Bulgarian Phonetic Corpus
BulPhonC Version 2

The Bulgarian Phonetic Corpus BulPhonC contains speech signals annotated automatically on phoneme level.
The creation of the BulPhonC corpus has been supported by the project AComIn: Advanced Computing for Innovation
funded by the FP7 Capacity Programme, Research Potential of Convergence Regions, Grant Agreement: 316087.

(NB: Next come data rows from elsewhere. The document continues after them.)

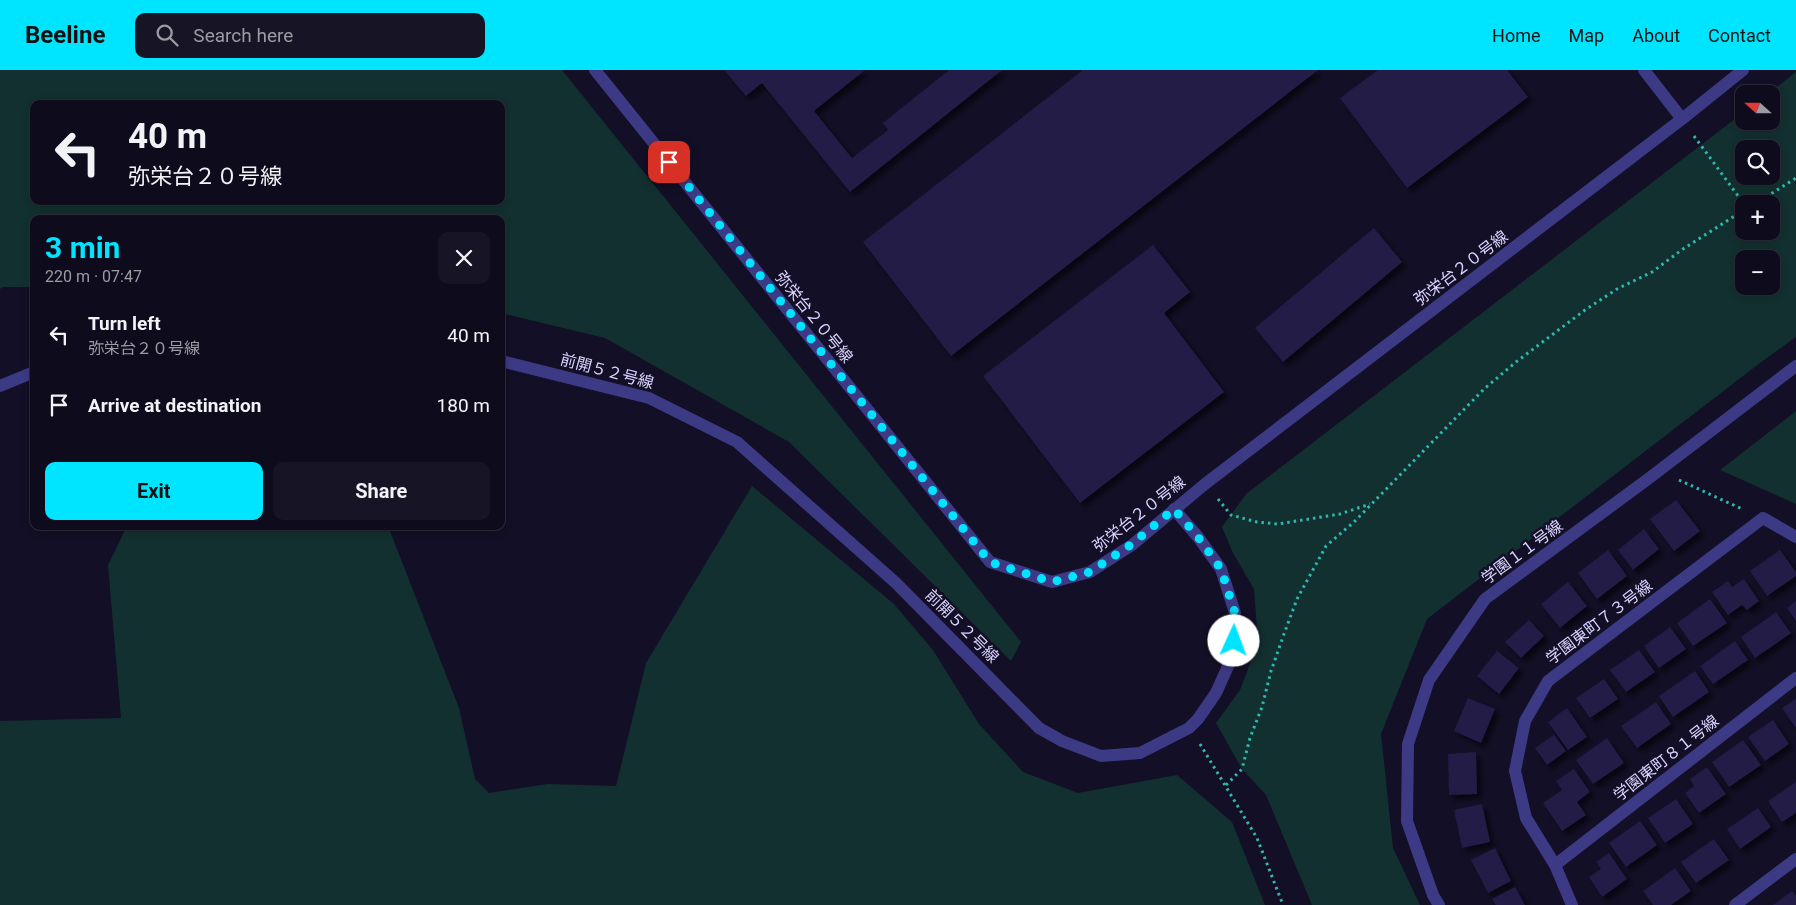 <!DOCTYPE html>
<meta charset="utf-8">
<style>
body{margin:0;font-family:Roboto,"Noto Sans JP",sans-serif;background:#171425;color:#f1f3f6;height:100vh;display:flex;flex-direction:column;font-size:19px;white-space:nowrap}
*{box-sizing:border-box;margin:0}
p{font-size:16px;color:#9b9ba3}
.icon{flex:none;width:28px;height:28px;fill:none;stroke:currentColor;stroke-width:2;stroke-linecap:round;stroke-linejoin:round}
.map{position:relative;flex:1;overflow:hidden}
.sheet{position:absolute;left:30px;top:145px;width:475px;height:315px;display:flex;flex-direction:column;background:#0e0b1c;border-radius:10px;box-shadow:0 2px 8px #0003,0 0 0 1px #2e2b3b}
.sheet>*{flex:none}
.guide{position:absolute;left:30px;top:30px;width:475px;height:105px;border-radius:10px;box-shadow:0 2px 8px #0003,0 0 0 1px #2e2b3b;background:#0e0b1c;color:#f1f3f6;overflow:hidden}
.needle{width:32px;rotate:291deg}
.buttons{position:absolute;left:1735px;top:15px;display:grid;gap:10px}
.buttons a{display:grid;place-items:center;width:45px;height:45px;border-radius:10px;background:#0e0b1c;box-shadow:0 2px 8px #0003,0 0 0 1px #2e2b3b;font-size:25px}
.pin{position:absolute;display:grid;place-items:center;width:42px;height:42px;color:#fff;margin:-21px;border-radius:10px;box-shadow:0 2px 8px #0006}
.me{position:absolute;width:55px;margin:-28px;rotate:2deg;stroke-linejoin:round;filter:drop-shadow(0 0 4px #0008)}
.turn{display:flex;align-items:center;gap:18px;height:105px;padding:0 15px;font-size:22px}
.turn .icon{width:65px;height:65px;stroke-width:2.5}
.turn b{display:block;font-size:35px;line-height:42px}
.round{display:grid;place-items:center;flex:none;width:52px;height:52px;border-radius:10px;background:#171425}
.overview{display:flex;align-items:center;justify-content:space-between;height:85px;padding:0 15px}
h1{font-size:30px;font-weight:700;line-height:38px;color:#00e5ff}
.action{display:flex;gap:10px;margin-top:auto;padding:10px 15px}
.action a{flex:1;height:58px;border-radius:10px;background:#00e5ff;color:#111;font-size:20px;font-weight:700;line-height:58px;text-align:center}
.action a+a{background:#171425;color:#f1f3f6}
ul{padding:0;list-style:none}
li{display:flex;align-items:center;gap:15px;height:70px;padding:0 15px}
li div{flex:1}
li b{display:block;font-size:19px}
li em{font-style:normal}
header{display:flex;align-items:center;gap:30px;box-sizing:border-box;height:70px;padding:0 25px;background:#00e5ff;color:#111}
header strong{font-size:24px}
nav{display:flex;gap:28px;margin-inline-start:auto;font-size:18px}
.search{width:350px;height:45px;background:#171425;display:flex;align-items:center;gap:12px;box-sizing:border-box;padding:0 18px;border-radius:10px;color:#9b9ba3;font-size:19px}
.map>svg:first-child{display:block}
.green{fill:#12302f;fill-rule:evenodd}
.building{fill:#241b47;filter:url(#shadow)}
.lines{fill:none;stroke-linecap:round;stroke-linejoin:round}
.path{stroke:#2fb8b0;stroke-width:3;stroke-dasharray:2.5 4;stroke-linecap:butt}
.minor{stroke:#3d3a85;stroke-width:12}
.tertiary{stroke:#3d3a85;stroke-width:12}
.route{stroke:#00e5ff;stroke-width:9;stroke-dasharray:0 16.2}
.labels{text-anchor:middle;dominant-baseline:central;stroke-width:5;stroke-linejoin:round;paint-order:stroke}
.street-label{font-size:16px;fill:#d9d4ff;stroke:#130f26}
</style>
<header>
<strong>Beeline</strong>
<div class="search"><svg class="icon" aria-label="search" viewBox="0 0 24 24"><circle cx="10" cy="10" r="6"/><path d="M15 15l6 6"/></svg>Search here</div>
<nav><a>Home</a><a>Map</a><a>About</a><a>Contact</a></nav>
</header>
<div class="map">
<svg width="1796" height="835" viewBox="0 0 1796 835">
<defs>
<filter id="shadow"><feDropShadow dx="4.5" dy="4.5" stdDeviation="2.5" flood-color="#0009"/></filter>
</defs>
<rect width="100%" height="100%" fill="#130f26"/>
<!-- green -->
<g class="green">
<path d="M0,0H562L1021,572L1011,591L789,372L605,268L501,243V149H34V217H3L0,219ZM34,34H501V131H34Z"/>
<path d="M1796,2V267L1760,293L1427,549L1381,664L1393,778L1420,835H1312L1266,725L1242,699L1216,653L1240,620L1258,573L1254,519L1233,483L1222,457L1246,424L1744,42V51H1771V24H1768ZM1744,79H1771V106H1744ZM1744,134H1771V161H1744ZM1744,189H1771V216H1744Z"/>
<polygon points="1796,341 1796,434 1720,400"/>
<polygon points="752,416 894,534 933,580 979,654 1023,702 1078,723 1177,705 1232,752 1265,835 0,835 0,651 121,648 108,495 127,456 388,456 459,638 475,709 489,723 548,714 616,716 646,593"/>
</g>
<!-- building -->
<g class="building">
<polygon points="724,0 865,0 814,41 852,88 888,60 883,53 949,0 1002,0 850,122 762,13 746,26"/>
<polygon points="1083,0 1318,0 951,286 863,172"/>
<polygon points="1378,0 1507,0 1528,27 1407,118 1340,28"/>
<polygon points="1374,158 1402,192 1283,292 1255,258"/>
<polygon points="1153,175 1190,222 1164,243 1224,322 1080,433 983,306"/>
<polygon points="1676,430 1700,461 1674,481 1650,449"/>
<polygon points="1644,459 1659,479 1633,500 1618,480"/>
<polygon points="1608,480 1627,506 1597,529 1578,503"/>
<polygon points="1780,480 1796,502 1796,506 1767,526 1750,501"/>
<polygon points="1744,509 1759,531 1747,540 1742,535 1728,545 1712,522 1728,511 1732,517"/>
<polygon points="1568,512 1587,536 1560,558 1541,534"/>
<polygon points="1710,529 1727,553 1693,576 1677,553"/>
<polygon points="1796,531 1796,551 1787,538"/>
<polygon points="1776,542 1791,563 1755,588 1741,567"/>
<polygon points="1529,550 1544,566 1521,588 1505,572"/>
<polygon points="1670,557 1686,579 1659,598 1644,576"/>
<polygon points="1735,571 1748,590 1713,614 1700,596"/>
<polygon points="1639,580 1655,602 1626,622 1610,600"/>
<polygon points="1497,581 1519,598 1499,624 1477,606"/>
<polygon points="1695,601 1709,622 1673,647 1659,626"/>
<polygon points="1604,609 1618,629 1590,648 1576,628"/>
<polygon points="1468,628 1495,639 1481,673 1454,661"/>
<polygon points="1796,629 1796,658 1782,638"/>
<polygon points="1656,632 1671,654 1637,678 1621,656"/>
<polygon points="1567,638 1587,667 1568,680 1548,652"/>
<polygon points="1773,650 1789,674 1765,691 1748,667"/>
<polygon points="1554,665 1566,681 1547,695 1535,678"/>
<polygon points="1607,668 1624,693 1593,714 1576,690"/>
<polygon points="1743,670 1761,695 1729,717 1712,692"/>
<polygon points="1476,682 1477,724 1449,725 1448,684"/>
<polygon points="1707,697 1726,724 1699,743 1685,723 1694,716 1690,709"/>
<polygon points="1574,699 1590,722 1577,732 1586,745 1562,761 1543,733 1562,720 1556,711"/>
<polygon points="1796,712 1796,743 1782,752 1768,731"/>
<polygon points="1676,729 1693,754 1665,773 1648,748"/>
<polygon points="1482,734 1490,772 1462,778 1454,740"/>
<polygon points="1758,738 1771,757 1740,779 1727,759"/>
<polygon points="1640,751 1657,775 1626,797 1609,773"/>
<polygon points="1714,769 1729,790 1696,813 1681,792"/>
<polygon points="1495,778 1511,811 1488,823 1471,790"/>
<polygon points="1609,783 1627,809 1602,827 1589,807 1601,799 1596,792"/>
<polygon points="1675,798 1691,821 1671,835 1653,835 1643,821"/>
<polygon points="1515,817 1525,835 1496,835 1492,829"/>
<polygon points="1792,821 1796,826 1796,835 1773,835"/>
</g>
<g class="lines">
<!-- path -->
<g class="path">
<polyline points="1694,66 1744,134"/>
<polyline points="1755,134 1796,108"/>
<polyline points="1679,410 1742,439"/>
<polyline points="1218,429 1231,445 1257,452 1278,454 1340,444 1370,434"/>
<polyline points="1200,674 1257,768 1283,835"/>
<polyline points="1226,715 1242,699 1250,668 1262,637 1271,601 1284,564 1297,529 1326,476 1354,452 1484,319 1516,292 1585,240 1617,219 1652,202 1683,179 1744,140"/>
</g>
<!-- minor -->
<g class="minor">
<polyline points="501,291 649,328 737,372 896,513 1039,658 1062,671 1101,686 1140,683 1189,658 1198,649 1216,623 1233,585 1235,543 1221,499 1198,467 1174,439"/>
<polyline points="0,316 34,302"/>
<polyline points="1555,795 1796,608"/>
<polyline points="1572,835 1555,795 1526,748 1515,701 1525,651 1548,611 1763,448 1796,467"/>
<polyline points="1735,835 1796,789"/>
</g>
<!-- tertiary -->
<g class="tertiary">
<polyline points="595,0 990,492 1052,512 1090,502 1132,475 1205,414 1682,49 1743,0"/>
<polyline points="1644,0 1682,49"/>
<polyline points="1439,835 1433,825 1407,751 1408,674 1429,610 1485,529 1648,409 1796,296"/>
</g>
</g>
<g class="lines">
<!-- route -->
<polyline class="route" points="669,92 990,492 1052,512 1090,502 1132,474 1174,439 1198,467 1221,499 1235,543 1234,571"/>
</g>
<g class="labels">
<!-- street labels -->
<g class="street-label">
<text transform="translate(1461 198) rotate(-37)">弥栄台２０号線</text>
<text transform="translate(814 247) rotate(51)">弥栄台２０号線</text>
<text transform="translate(607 301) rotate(15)">前開５２号線</text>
<text transform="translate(1139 444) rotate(-38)">弥栄台２０号線</text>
<text transform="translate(1522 482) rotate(-36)">学園１１号線</text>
<text transform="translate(1599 552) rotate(-37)">学園東町７３号線</text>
<text transform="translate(962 556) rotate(45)">前開５２号線</text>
<text transform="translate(1666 688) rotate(-38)">学園東町８１号線</text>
</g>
</g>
</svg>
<div class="buttons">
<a><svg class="needle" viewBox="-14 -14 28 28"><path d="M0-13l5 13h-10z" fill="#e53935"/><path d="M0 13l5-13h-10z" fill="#9b9ba3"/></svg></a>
<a><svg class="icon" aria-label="search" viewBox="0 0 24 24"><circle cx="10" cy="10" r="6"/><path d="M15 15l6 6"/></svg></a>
<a>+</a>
<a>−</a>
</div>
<div class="pin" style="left:669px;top:92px;background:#d93025"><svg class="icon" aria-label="arrive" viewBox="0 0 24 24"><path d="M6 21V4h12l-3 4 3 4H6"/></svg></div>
<svg class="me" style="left:1234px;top:571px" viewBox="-20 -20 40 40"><circle r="19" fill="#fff"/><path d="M0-13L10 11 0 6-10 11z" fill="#00e5ff"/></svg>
<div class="guide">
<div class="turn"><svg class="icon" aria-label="left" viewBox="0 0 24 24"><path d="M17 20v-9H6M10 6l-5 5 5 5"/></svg><div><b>40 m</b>弥栄台２０号線</div></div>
</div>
<section class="sheet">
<div class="overview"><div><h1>3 min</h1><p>220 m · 07:47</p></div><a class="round"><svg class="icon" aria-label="close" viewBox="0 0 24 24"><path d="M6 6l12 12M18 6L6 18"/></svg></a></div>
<ul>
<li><svg class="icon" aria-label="left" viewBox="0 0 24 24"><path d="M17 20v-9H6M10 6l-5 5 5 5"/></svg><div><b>Turn left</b><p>弥栄台２０号線</p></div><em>40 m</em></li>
<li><svg class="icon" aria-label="arrive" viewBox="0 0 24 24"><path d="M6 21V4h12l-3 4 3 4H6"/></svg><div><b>Arrive at destination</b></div><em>180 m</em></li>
</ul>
<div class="action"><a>Exit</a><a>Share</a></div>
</section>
</div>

The corpus has been compiled at the Linguistic Modelling Department of the Institute of Information and Communication Technologies at the Bulgarian Academy of Sciences by Dimitar Hristov, Ivan Zamanov, Ivana Yovcheva, Marina Kraeva, Nelly Hateva, Petar Mitankin and Stoyan Mihov.

Corpus Description

Language: Bulgarian
Year: 2015
Speakers: 99 speakers, 44 male and 55 female Bulgarian speakers, average speaker's age - 34 years
Recording environment: studio
Microphone: Sennheiser MK 4
Sampling rate: 16 kHz
Number of bits per sample: 16
Sample type: one-channel pcm
Number of utterances: 16215
Number of sentences: the corpus contains 319 phonetically rich sentences divided into two parts.
Part 1 contains 148 sentences and Part 2 contains the remaining 171 sentences.
Most of the speakers have read only Part 1.
Phonetic annotation: each utterance has a corresponding annotation on phoneme level in a format supported by praat.
The recorded signals were automatically segmented into utterances.
All automatically segmented utterances were manually verified and the incorrectly segmented utterances were removed from the corpus.
The remaining utterances were automatically annotated on phoneme level.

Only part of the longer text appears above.